Object.keys(A).forEach((prop) => { (B as any)[prop] = (A as any)[prop]; });

or

Object.keys(A).forEach((prop) => { (<any>B)[prop] = (<any>A)[prop]; });

Some might say it's bad practice, but I think it's fine in this situation.

Answer 2

You can store your keys in a readonly array and iterate the keys when copying the values.

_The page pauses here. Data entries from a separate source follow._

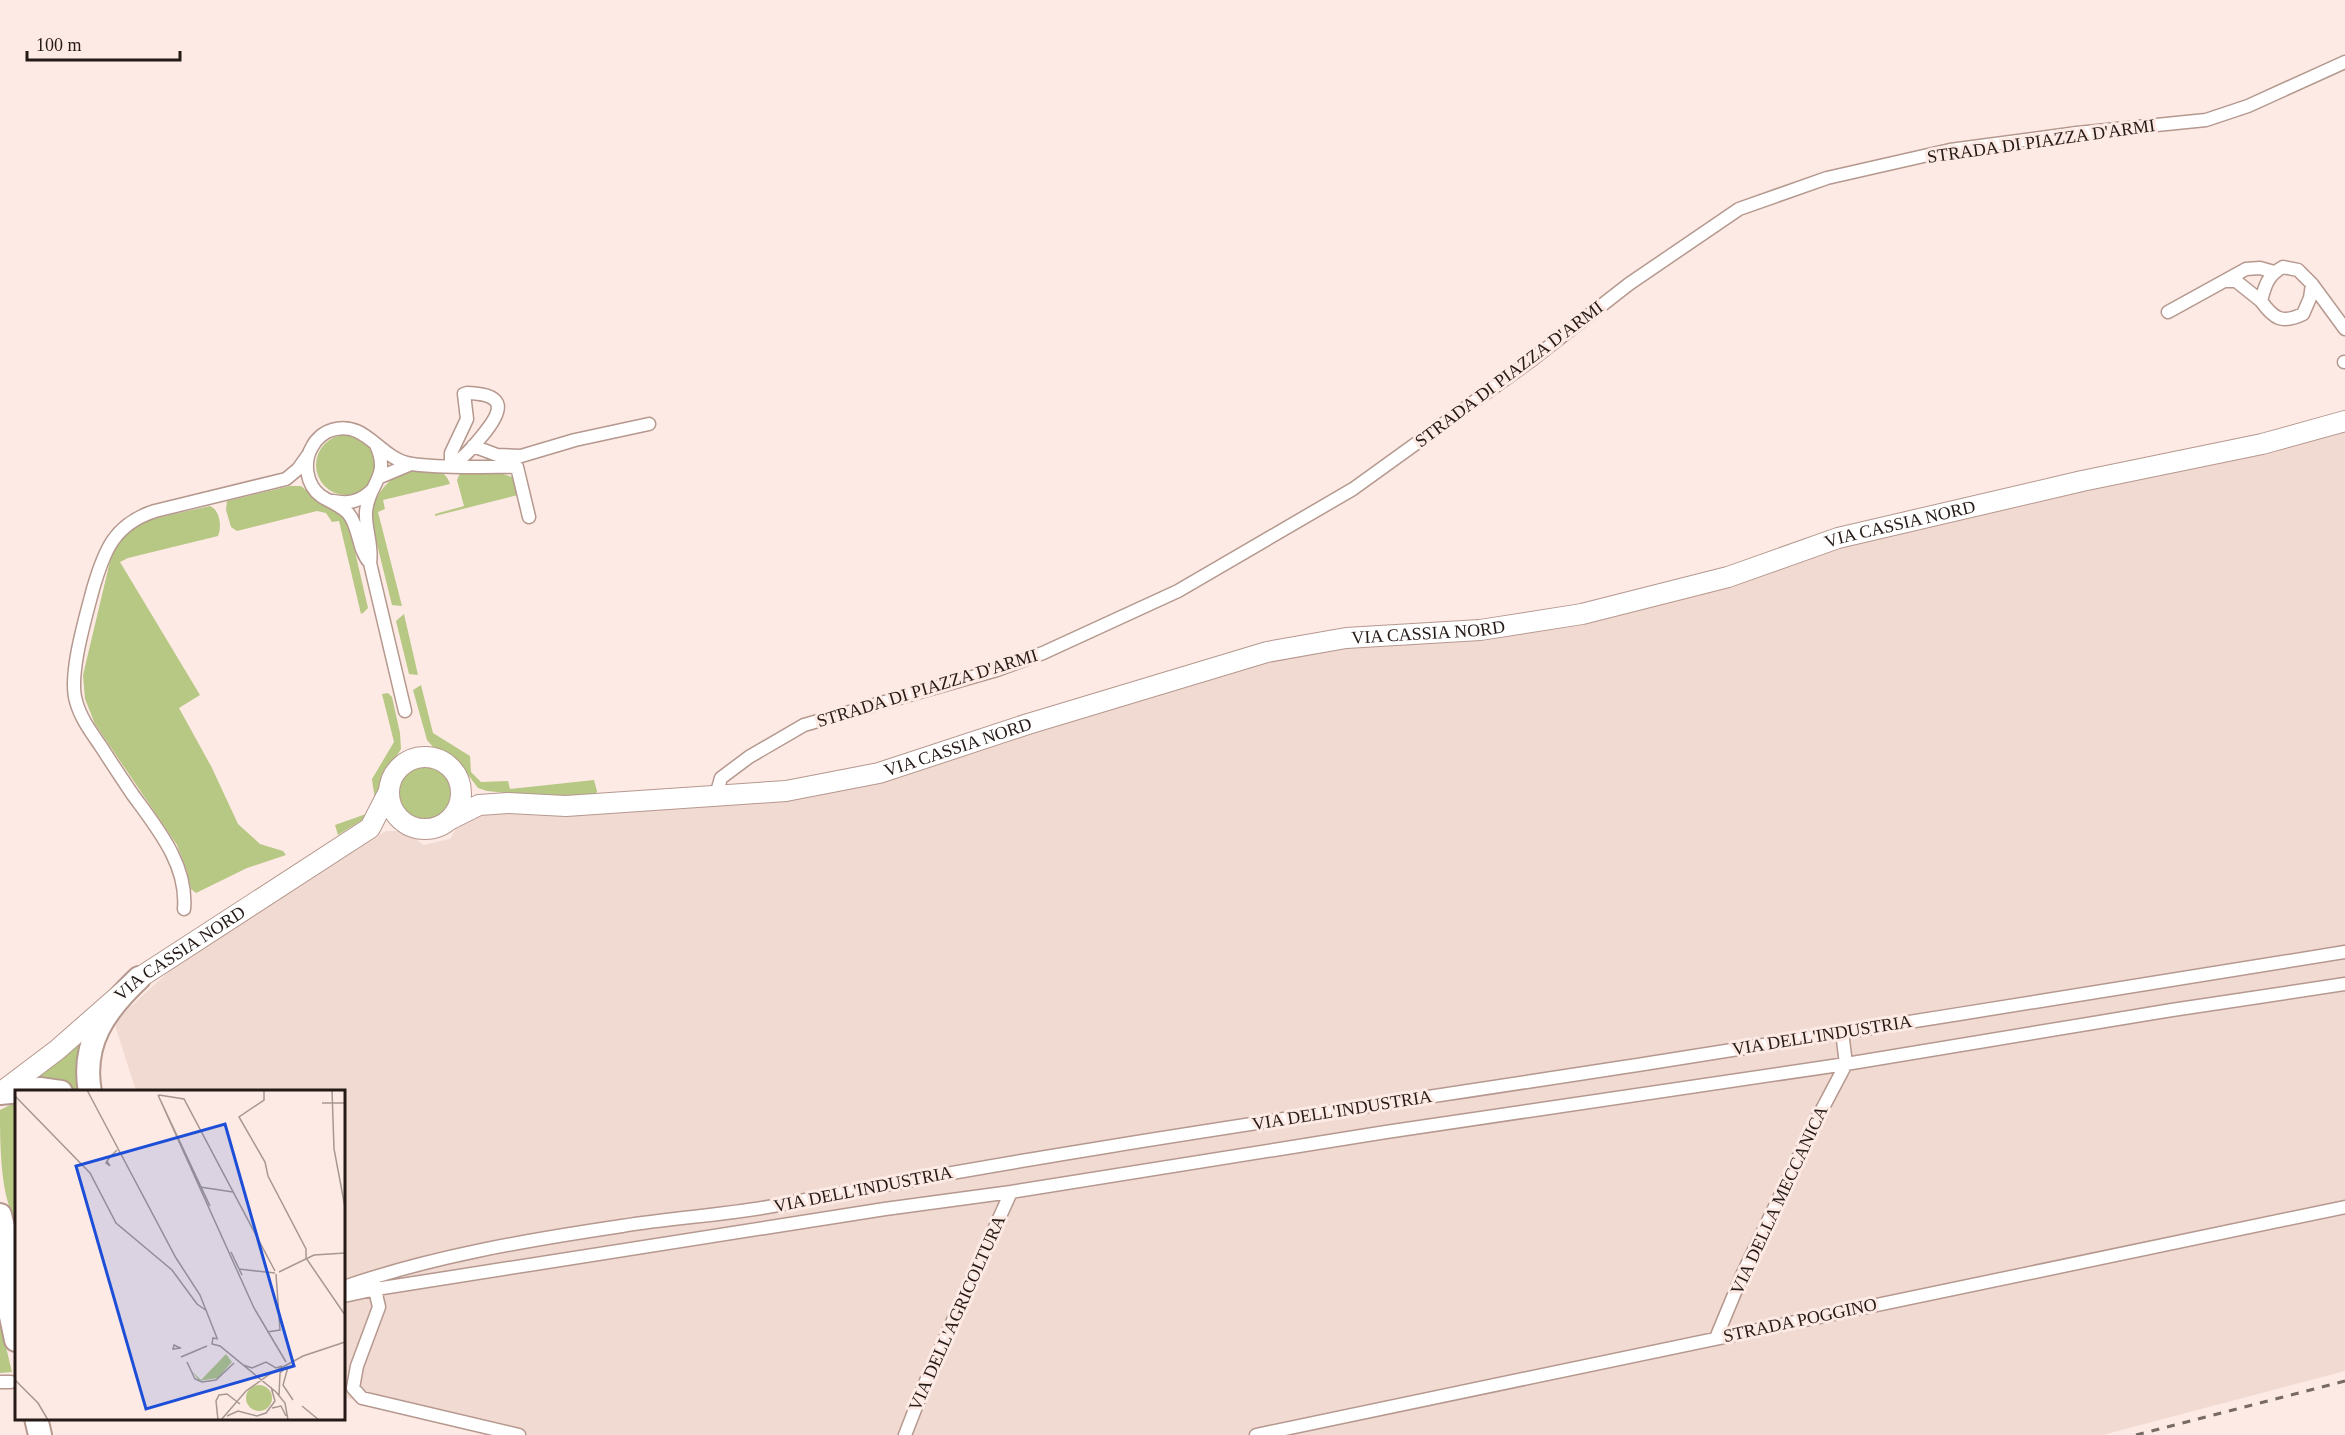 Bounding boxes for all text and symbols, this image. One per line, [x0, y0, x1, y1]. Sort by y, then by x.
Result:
scale bar [27, 24, 180, 62]
text: 100 m [36, 35, 82, 55]
street label: STRADA DI PIAZZA D'ARMI [1926, 115, 2156, 167]
street label: STRADA DI PIAZZA D'ARMI [1411, 297, 1607, 451]
street label: VIA CASSIA NORD [1822, 496, 1977, 552]
street label: VIA CASSIA NORD [1351, 616, 1506, 648]
street label: STRADA DI PIAZZA D'ARMI [814, 645, 1040, 731]
street label: VIA CASSIA NORD [882, 713, 1034, 781]
street label: VIA CASSIA NORD [110, 902, 249, 1005]
street label: VIA DELL'INDUSTRIA [1731, 1011, 1913, 1059]
street label: VIA DELL'INDUSTRIA [1251, 1086, 1433, 1134]
inset map [15, 1090, 345, 1420]
street label: VIA DELLA MECCANICA [1726, 1102, 1832, 1298]
street label: VIA DELL'INDUSTRIA [772, 1162, 954, 1216]
street label: VIA DELL'AGRICOLTURA [905, 1212, 1009, 1414]
street label: STRADA POGGINO [1721, 1294, 1879, 1346]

You also use this array to constrain the shape of the base class when defining it:

TS Playground

// Define the common keys in a readonly array:
const keysA = ['propX', 'propY'] as const;
type KeyA = typeof keysA[number];

// Define the base class using an "implements" clause to ensure that
// its shape includes the keys above:
class TypeA implements Record<KeyA, number> {
  propX: number = 0;
  propY: number = 0;
}

class TypeB extends TypeA {
  propZ: number = 0;
}

let A: TypeA = {propX: 1, propY: 2};
// Just a note: A is not an instance of TypeA since you did not construct it:
console.log({'A instanceof TypeA': A instanceof TypeA}); // false

let B: TypeB = new TypeB();

// This is ok because the keys are string literals in the readonly array:
for (const key of keysA) B[key] = A[key];

B.propZ = 3;

console.log({B}); // { propX: 1, propY: 2, propZ: 3 }